%%

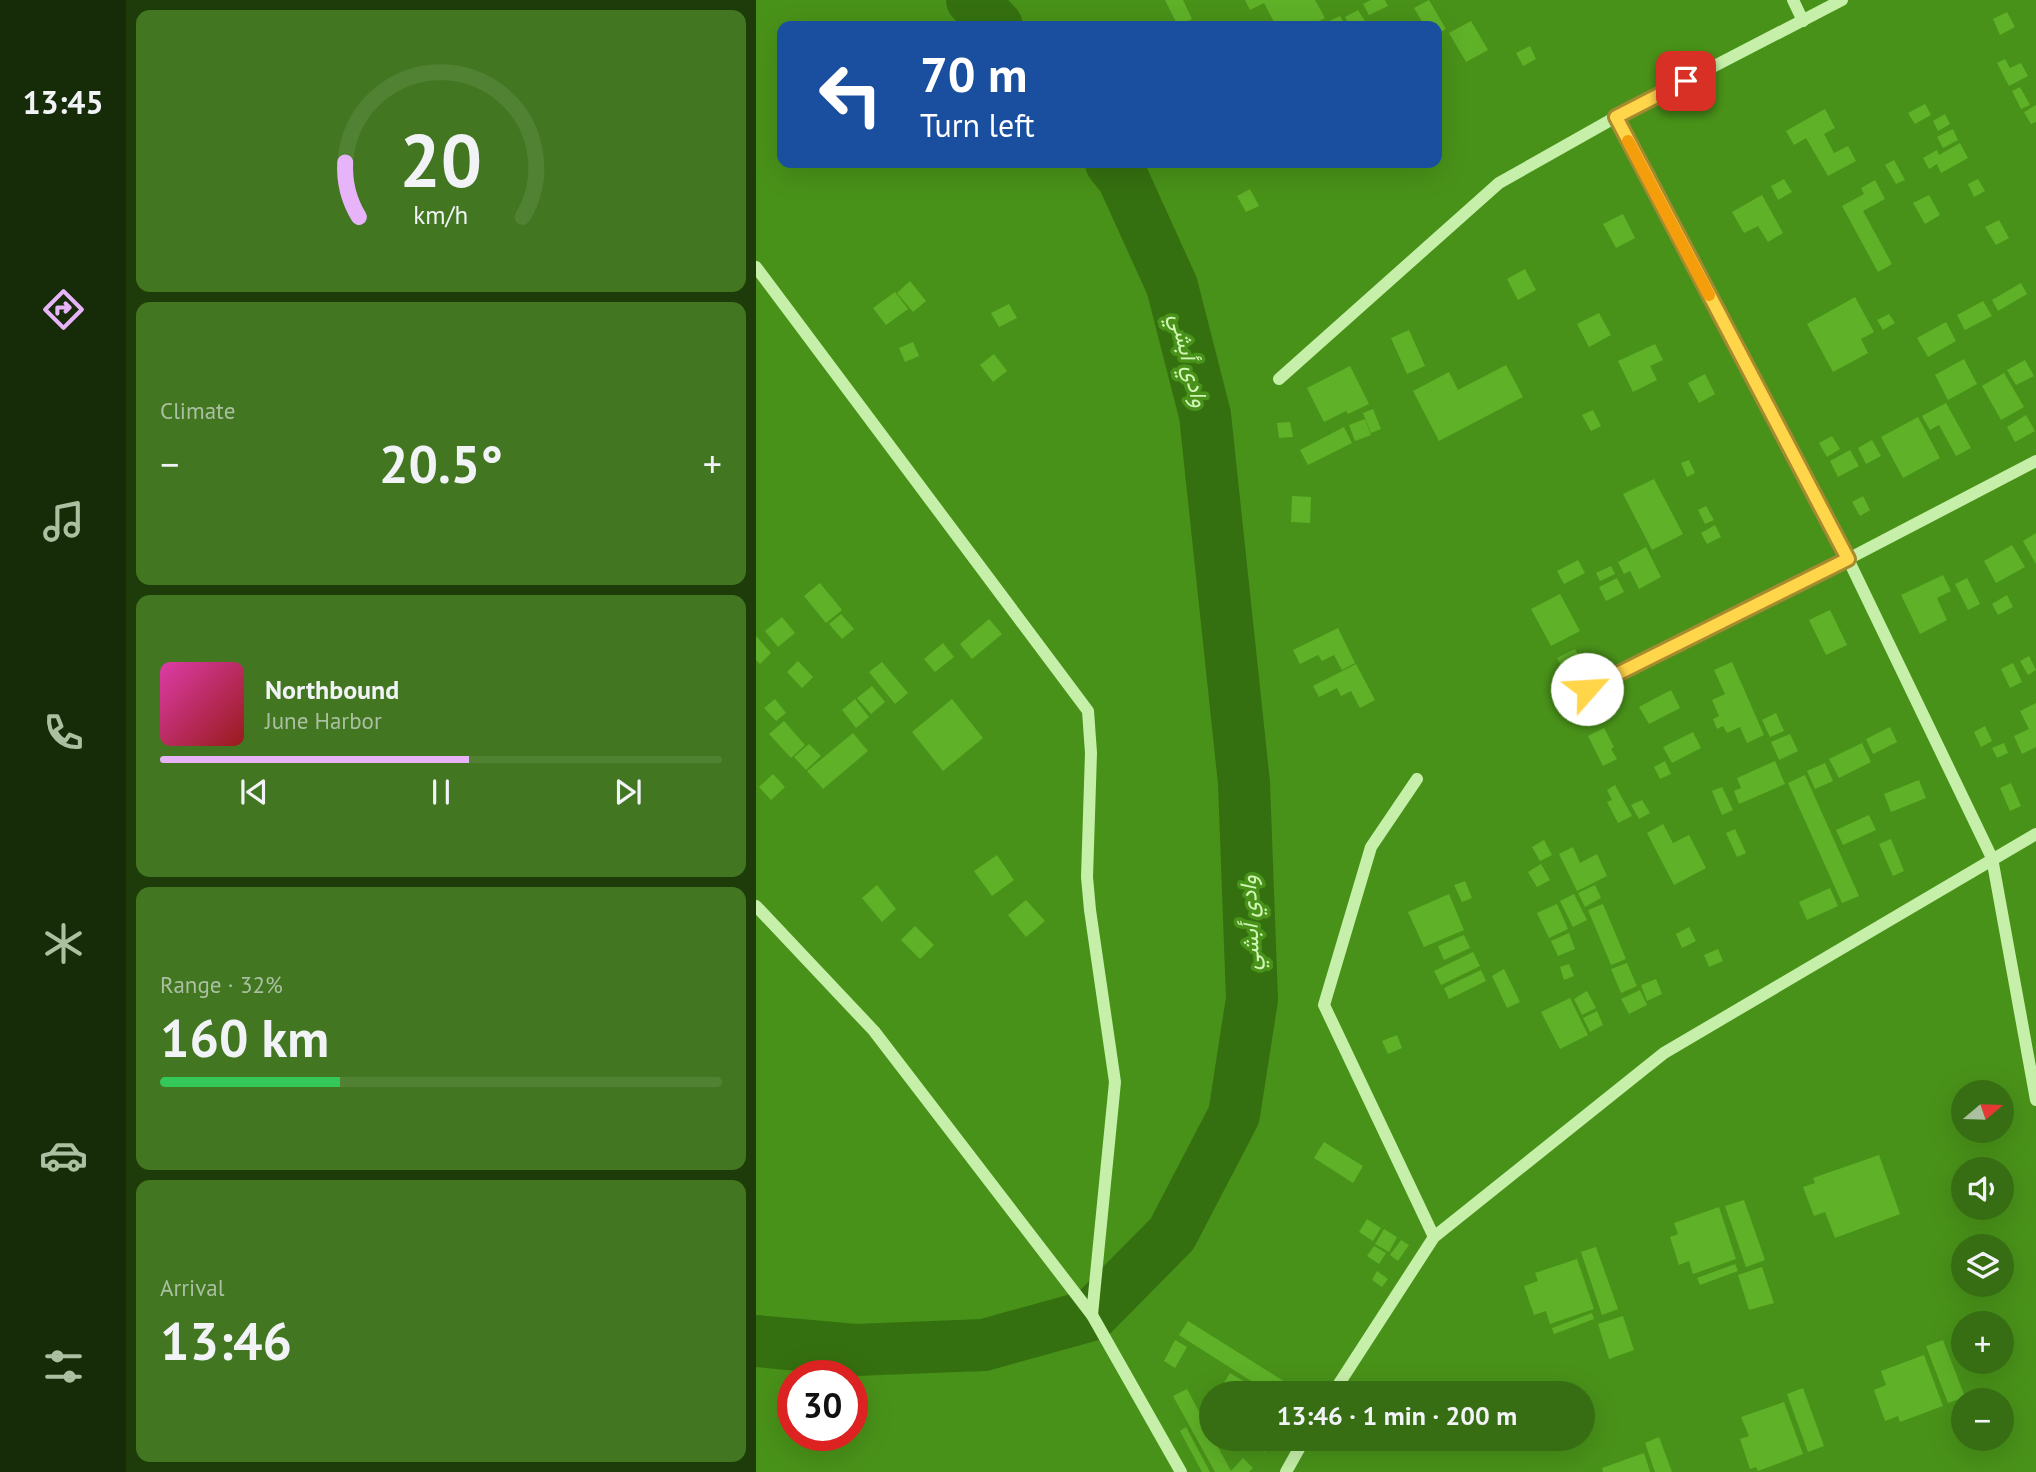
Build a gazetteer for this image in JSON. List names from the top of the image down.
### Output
{
  "water": ["وادي أبشي"],
  "north": "right",
  "page": {
    "tabs": "13:45",
    "turn": ["70 m", "Turn left"],
    "tile": [
      "Climate",
      ["Range · 32%", "160 km"],
      ["Arrival", "13:46"]
    ],
    "heat": ["−", "20.5°", "+"],
    "song": ["Northbound", "June Harbor"],
    "map_buttons": ["+", "−"],
    "limit": "30",
    "trip": "13:46 · 1 min · 200 m",
    "gauge": ["20", "km/h"]
  }
}
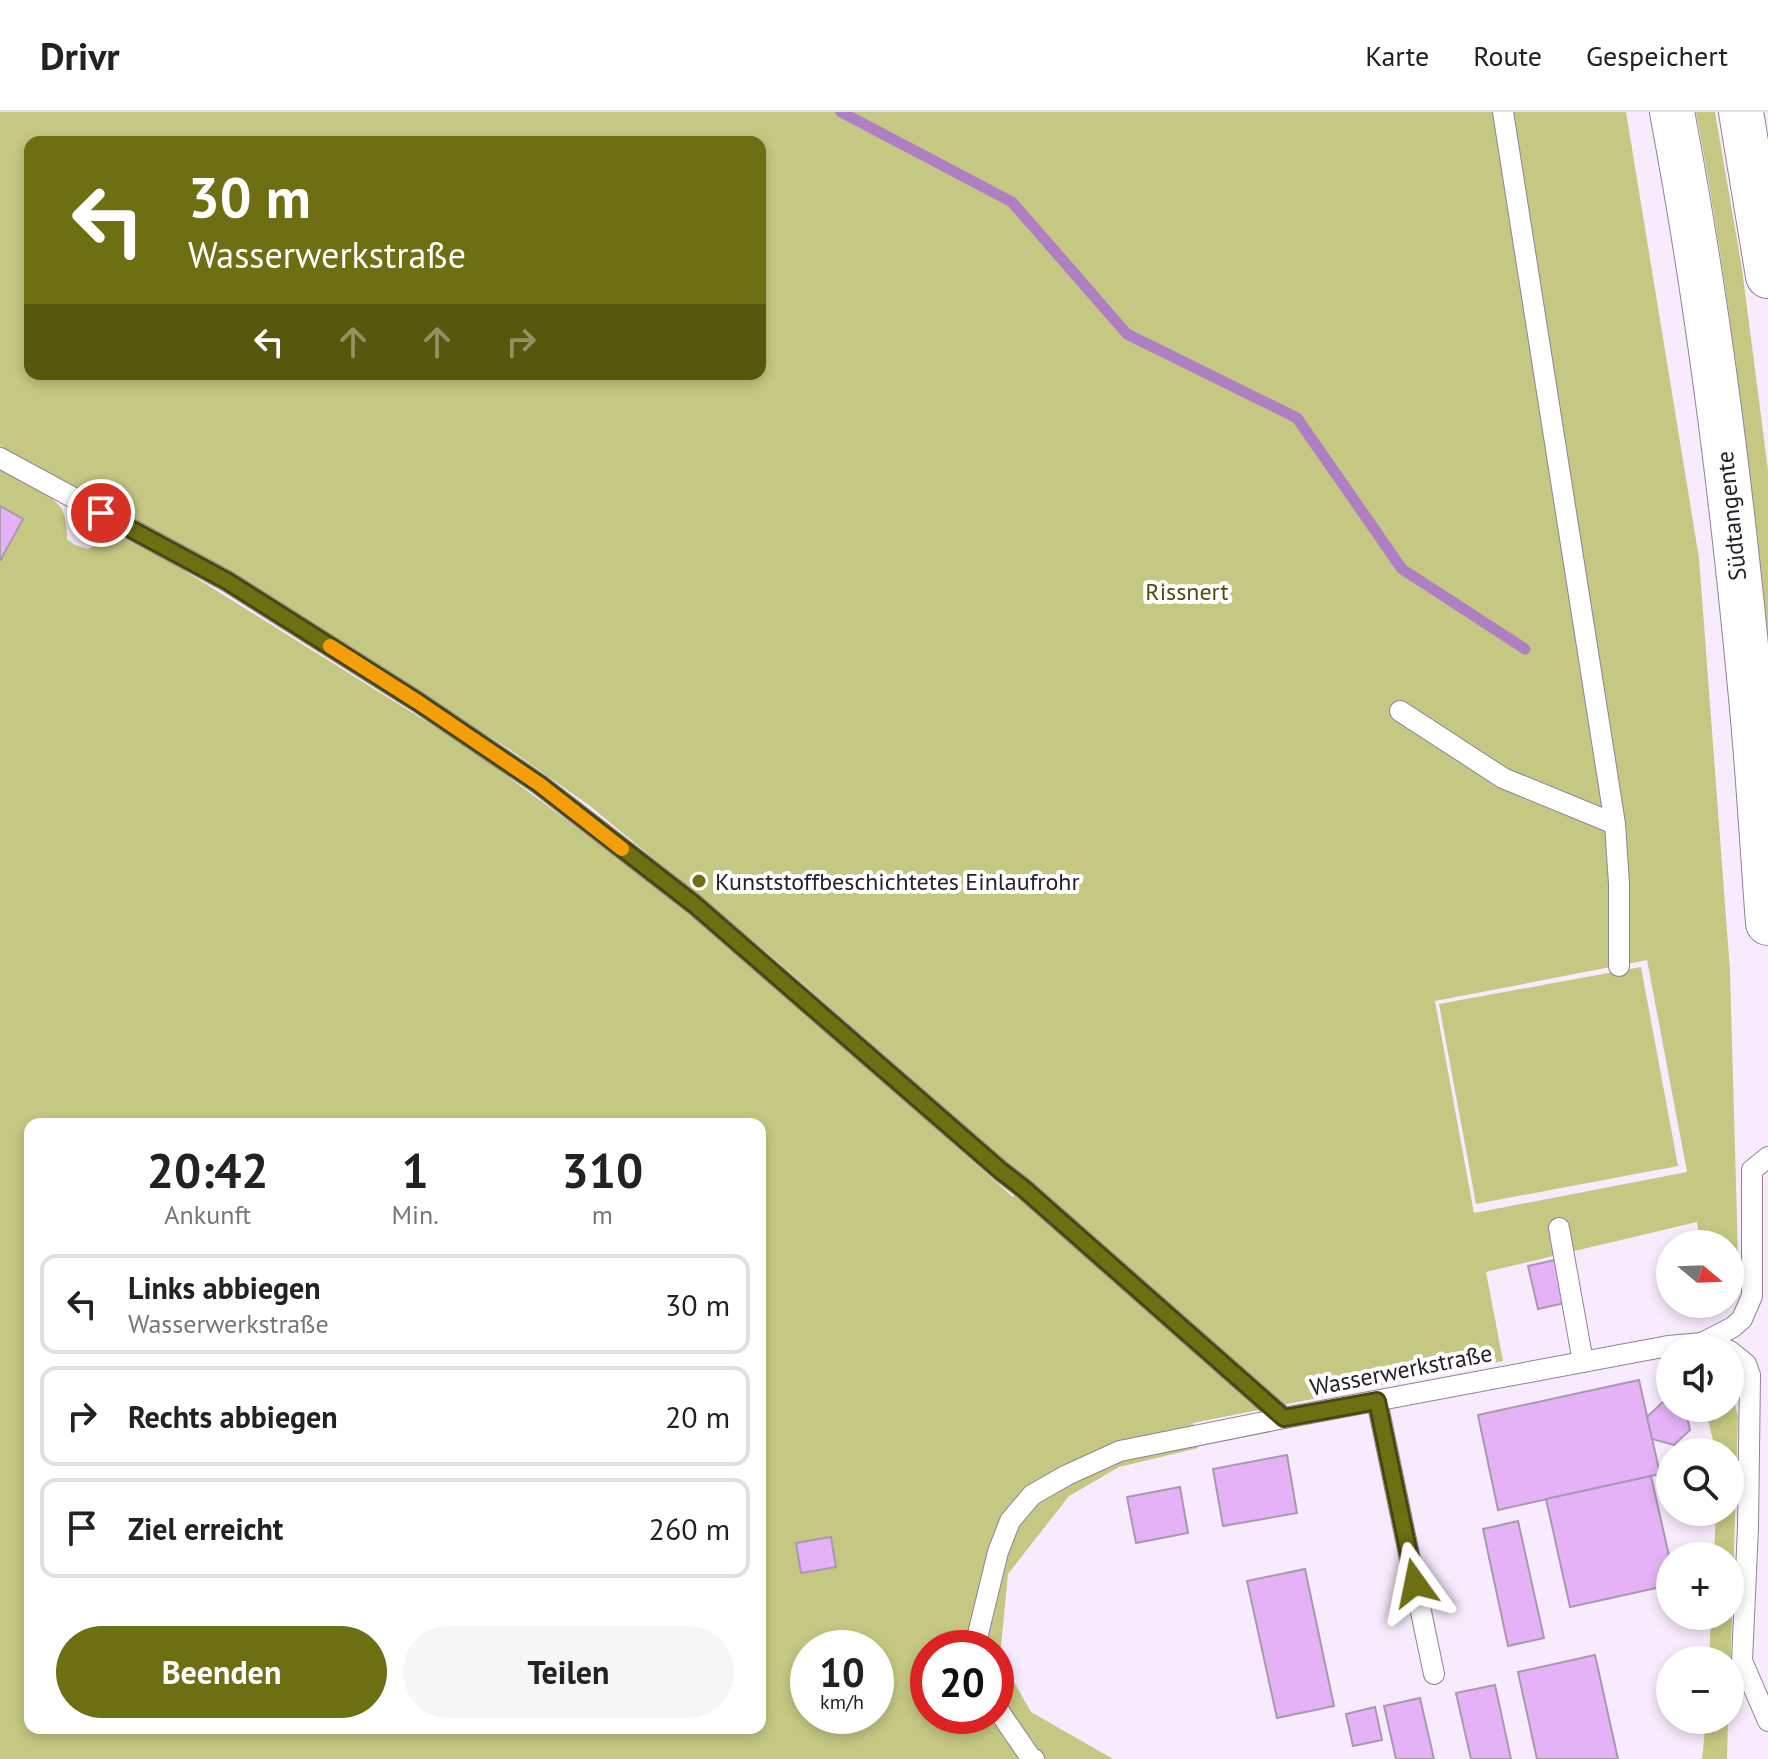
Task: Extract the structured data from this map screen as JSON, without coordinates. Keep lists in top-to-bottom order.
{
  "streets": {
    "highway": ["Südtangente"],
    "lane": ["Wasserwerkstraße"]
  },
  "parks": ["Rissnert"],
  "places": ["Kunststoffbeschichtetes Einlaufrohr"],
  "north": "right",
  "page": {
    "header": "Drivr",
    "nav": ["Karte", "Route", "Gespeichert"],
    "turn": ["30 m", "Wasserwerkstraße"],
    "eta": [
      "20:42",
      "Ankunft",
      "1",
      "Min.",
      "310",
      "m"
    ],
    "map_buttons": ["+", "−"],
    "list": [
      {
        "name": "Links abbiegen",
        "note": "Wasserwerkstraße",
        "value": "30 m"
      },
      {
        "name": "Rechts abbiegen",
        "value": "20 m"
      },
      {
        "name": "Ziel erreicht",
        "value": "260 m"
      }
    ],
    "buttons": ["Beenden", "Teilen"],
    "speed": "10 km/h",
    "limit": "20"
  }
}
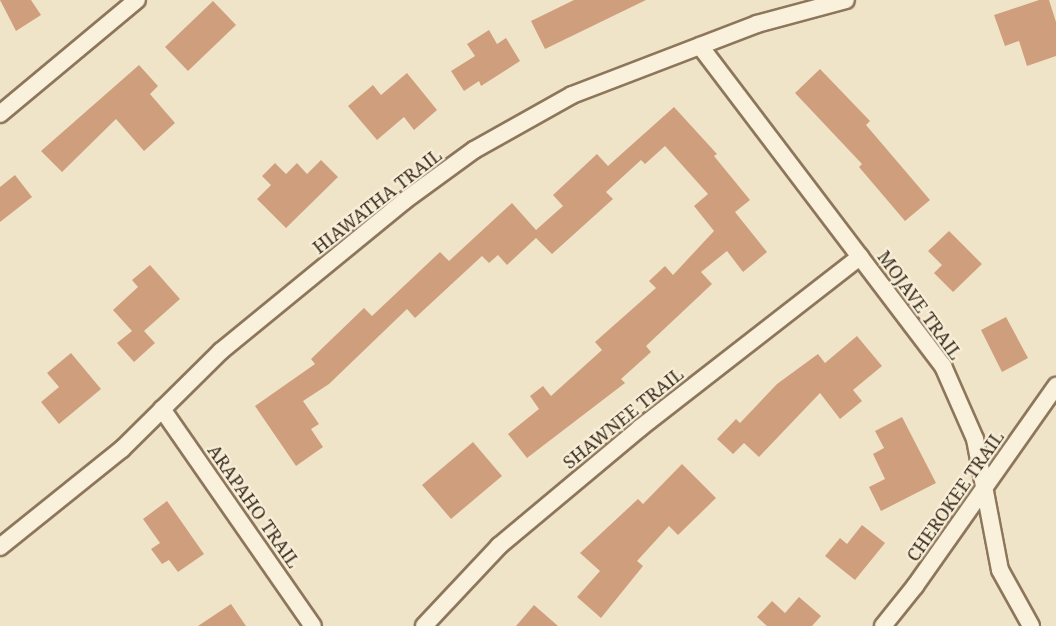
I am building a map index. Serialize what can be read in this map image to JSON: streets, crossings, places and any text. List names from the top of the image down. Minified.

%%

◆ Task instructions
The answer is every line in the data where the word "names" appears.

◆ Exercise output
Build a gazetteer for this image in JSON. List names from the top of the image down.
I am building a map index. Serialize what can be read in this map image to JSON: streets, crossings, places and any text. List names from the top of the image down. Minified.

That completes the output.